CARLOS ALBERTO MONTANER: PUT THE PLANET FIRST. GLOBALISMO Y NACIONALISMO

La actual crisis comenzó en un mercado al aire libre de animales vivos en un remoto rincón del mundo. El Covid-19 se propagó de la provincia china de Wuhan al resto del planeta. Parece, no es seguro, que se originó en la costumbre de tomar sopa de murciélagos que tienen los chinos o, por lo menos, algunos chinos.  

Las Bolsas de New York y Londres cayeron en picado. Los cines, teatros y conciertos de una buena parte del mundo fueron clausurados. Se cerraron muchos  shopping centers y restaurantes. Los expertos anunciaron que el desempleo aumentaría exponencialmente. En Estados Unidos pudiera llegar al 20% de la población. El acabose. El Armagedón.  
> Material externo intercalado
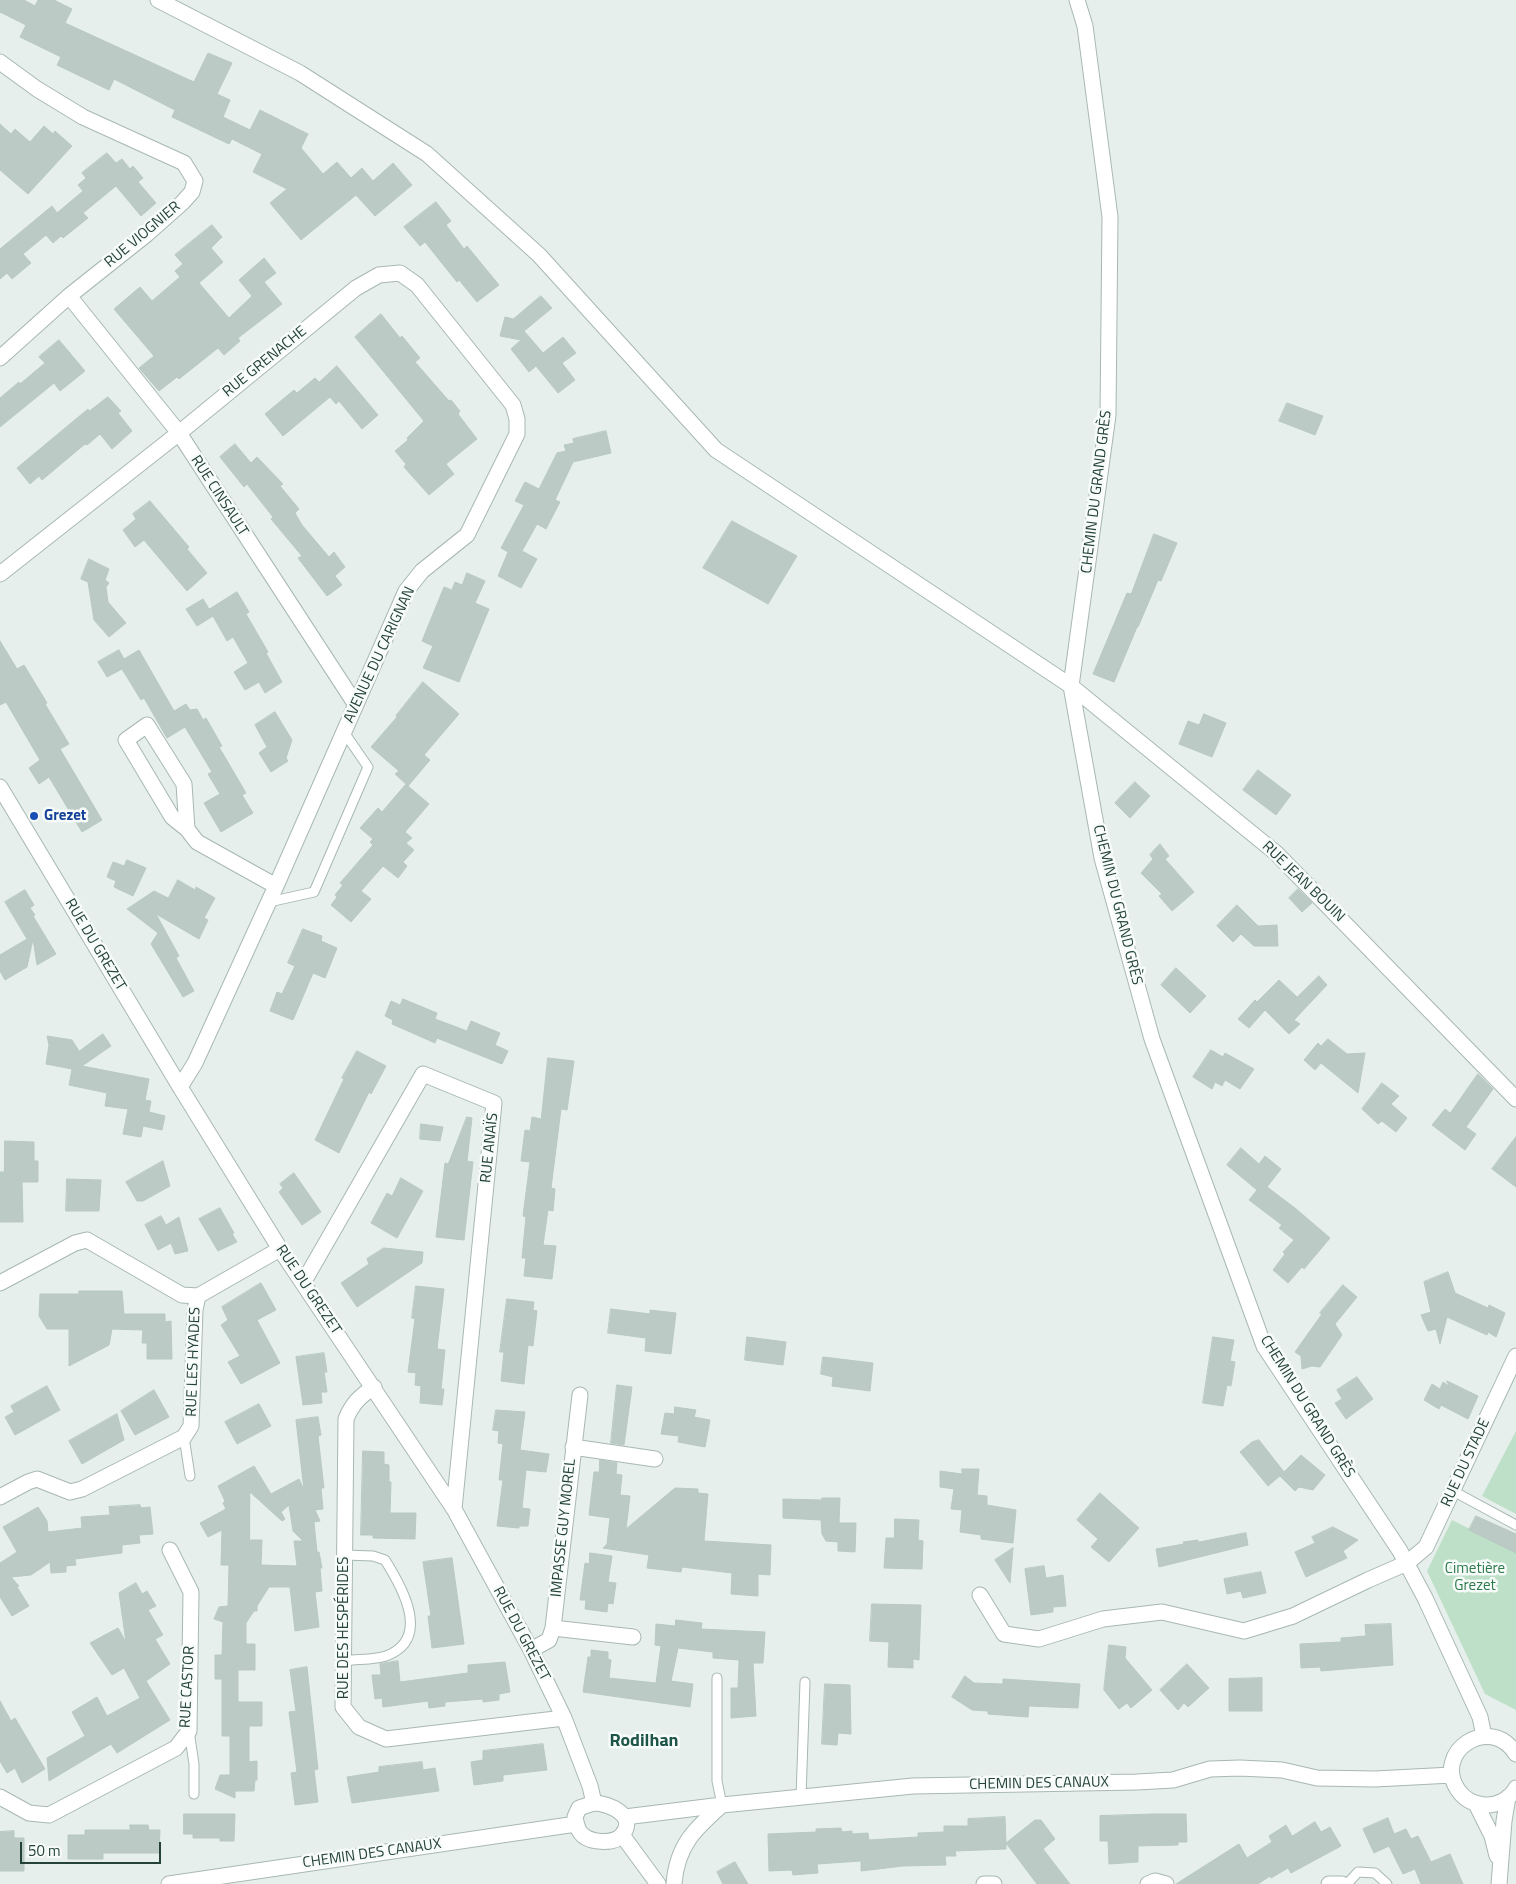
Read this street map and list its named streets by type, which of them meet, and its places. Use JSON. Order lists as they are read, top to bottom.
{
  "streets": {
    "street": [
      "RUE VIOGNIER",
      "RUE GRENACHE",
      "CHEMIN DU GRAND GRÈS",
      "RUE CINSAULT",
      "AVENUE DU CARIGNAN",
      "RUE JEAN BOUIN",
      "RUE DU GREZET",
      "RUE ANAÏS",
      "RUE LES HYADES",
      "RUE DU STADE",
      "IMPASSE GUY MOREL",
      "RUE DES HESPÉRIDES",
      "RUE CASTOR",
      "CHEMIN DES CANAUX"
    ]
  },
  "crossings": [
    ["RUE VIOGNIER", "RUE CINSAULT"],
    ["RUE GRENACHE", "RUE CINSAULT"],
    ["RUE GRENACHE", "AVENUE DU CARIGNAN"],
    ["CHEMIN DU GRAND GRÈS", "RUE JEAN BOUIN"],
    ["CHEMIN DU GRAND GRÈS", "RUE DU STADE"],
    ["RUE CINSAULT", "AVENUE DU CARIGNAN"],
    ["AVENUE DU CARIGNAN", "RUE DU GREZET"],
    ["RUE DU GREZET", "RUE ANAÏS"],
    ["RUE DU GREZET", "RUE LES HYADES"],
    ["RUE DU GREZET", "RUE DES HESPÉRIDES"],
    ["RUE DU GREZET", "CHEMIN DES CANAUX"]
  ],
  "districts": ["Rodilhan"],
  "parks": ["Cimetière Grezet"],
  "places": ["Grezet"],
  "scale_bar": "50 m"
}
La anécdota se saldará con varios millones de muertos, incluso más de dos en Estados Unidos de acuerdo con la revista The Economist. Esto debe ponerle fin al debate idiota entre los “nacionalistas” y los “globalistas”. 

El nacionalismo no sólo es una estupidez. Es peor aún: es imposible, pese a lo que digan o voten los partidarios del Brexit. Resulta un hecho incontrovertible: el globalismo, es decir, la noción de que estamos todos interrelacionados y debemos guarecernos tras instituciones supranacionales, aunque muchas de ellas sean frustrantes (aunque perfeccionables), y tenemos que comportarnos como seres humanos más allá de las banderitas y los himnos. 
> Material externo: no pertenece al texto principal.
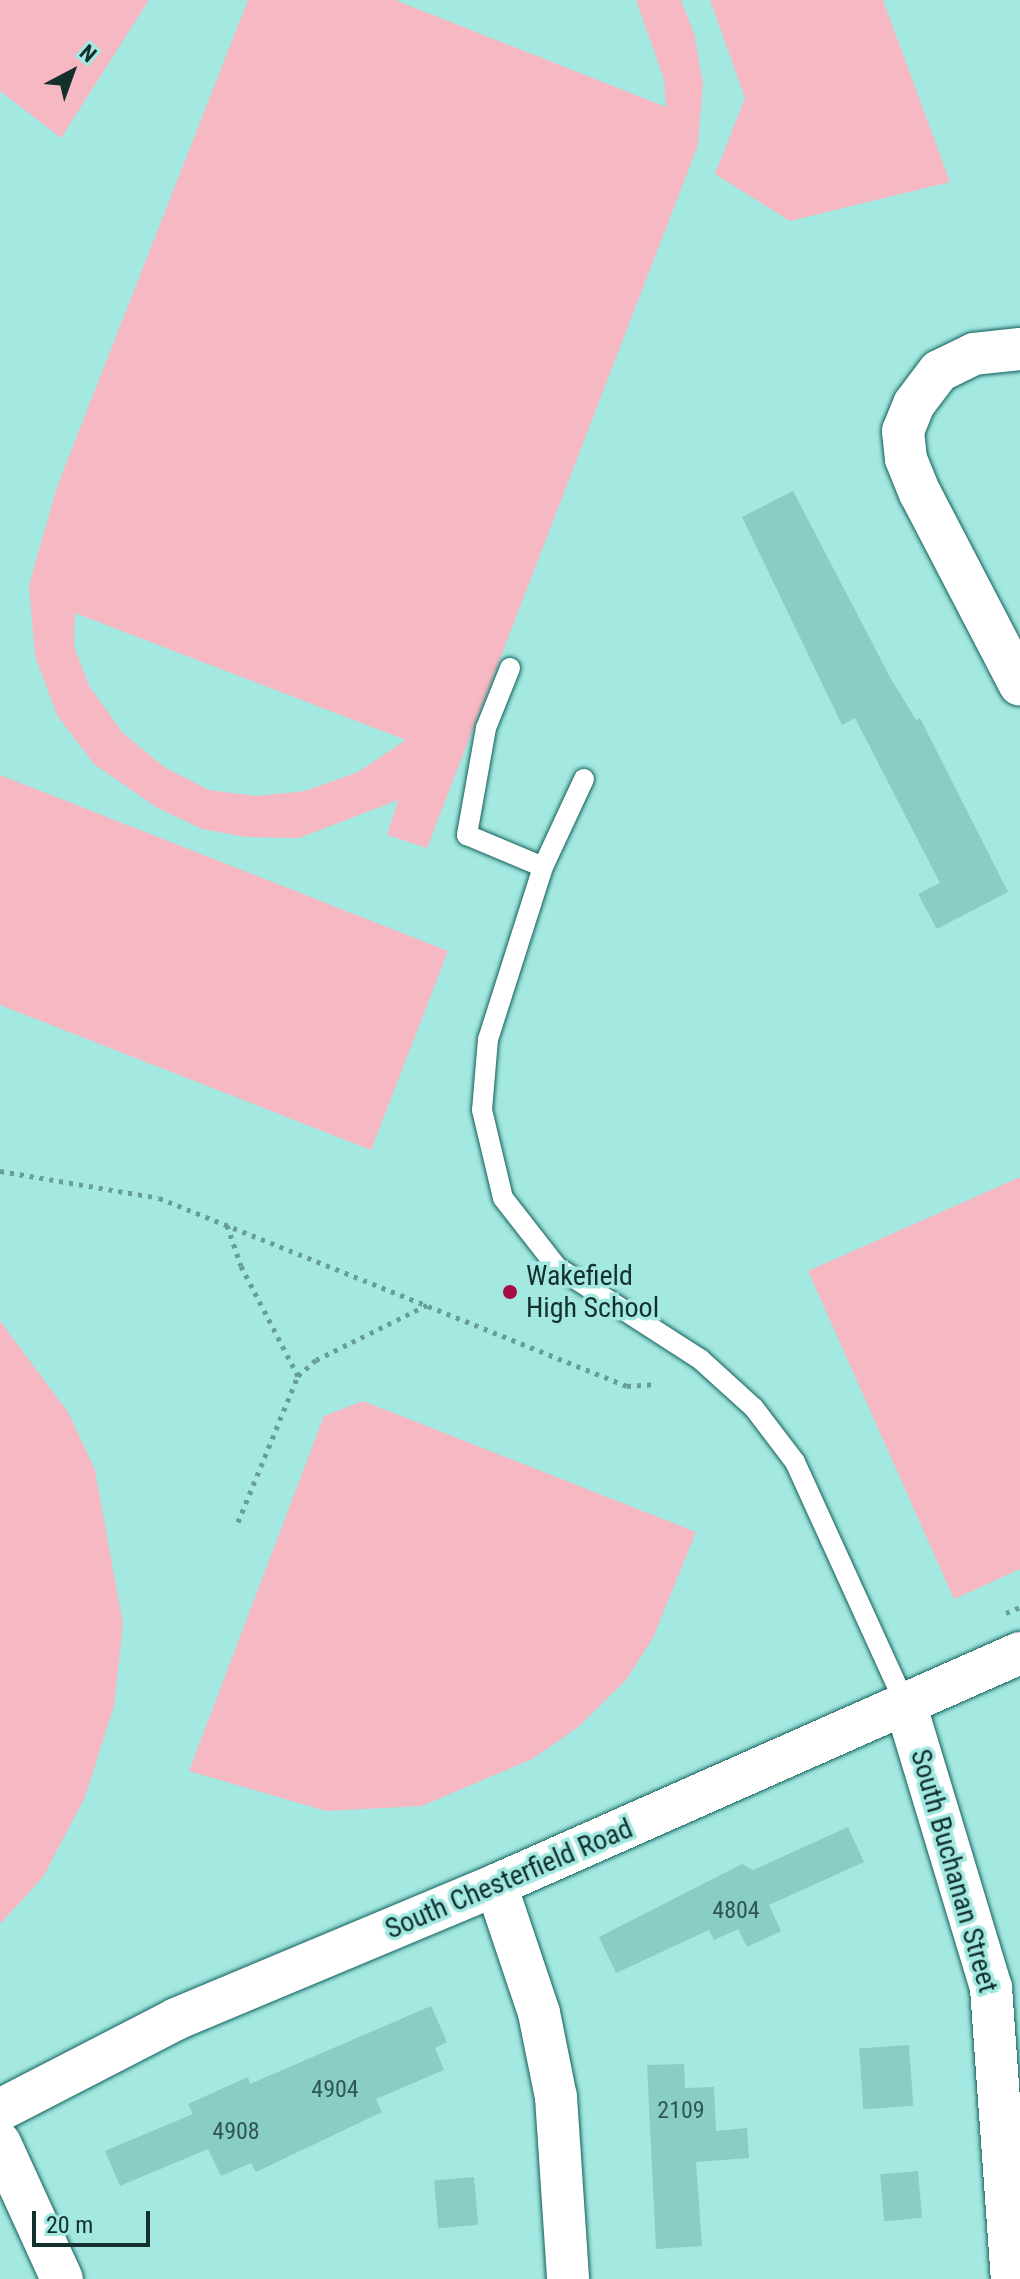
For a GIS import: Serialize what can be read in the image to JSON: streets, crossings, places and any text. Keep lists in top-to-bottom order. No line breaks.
{"streets":{"street":["South Buchanan Street","South Chesterfield Road"]},"crossings":[["South Buchanan Street","South Chesterfield Road"]],"places":["Wakefield High School"],"house_numbers":["4804","4904","2109","4908"],"scale_bar":"20 m","north":"top right"}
Ese fue el dilema que se le planteó a Estados Unidos tras el fin de la Segunda Guerra Mundial: tratar de reconstruir el planeta y echarse sobre sus espaldas, incluso a los países derrotados, o arriesgarse a otro conflicto similar producto del resentimiento y del nacionalismo, esa mezcla explosiva que había estallado a sólo dos décadas de finalizada la Primera Guerra.  

Afortunadamente el tándem F. D. Roosevelt y H. Truman estaba en la Casa Blanca y ambos entendían la historia contemporánea de su país. Muerto Roosevelt y ganada la guerra, un periodista le preguntó a Truman si tenía sentido reconstruir a Alemania y al resto de Europa al costo de trece mil millones de dólares mediante el Marshall Plan. “Esa cifra es infinitamente menor que lo que nos costó la guerra”, le respondió el presidente. Tenía razón. 

La idea de “put America (o Inglaterra, Rusia, China o Alemania) first” es una necedad. Es verdad que el globalismo enlentece los procesos de creación de riqueza por la torpeza de los organismos internacionales y por la pérfida labor de los lobbys; y no es menos cierto que se cometen atropellos contra algunas naciones clave como Estados Unidos, pero el costo de abandonar la senda de la solidaridad y el internacionalismo es demasiado alto para poder asumirlo. 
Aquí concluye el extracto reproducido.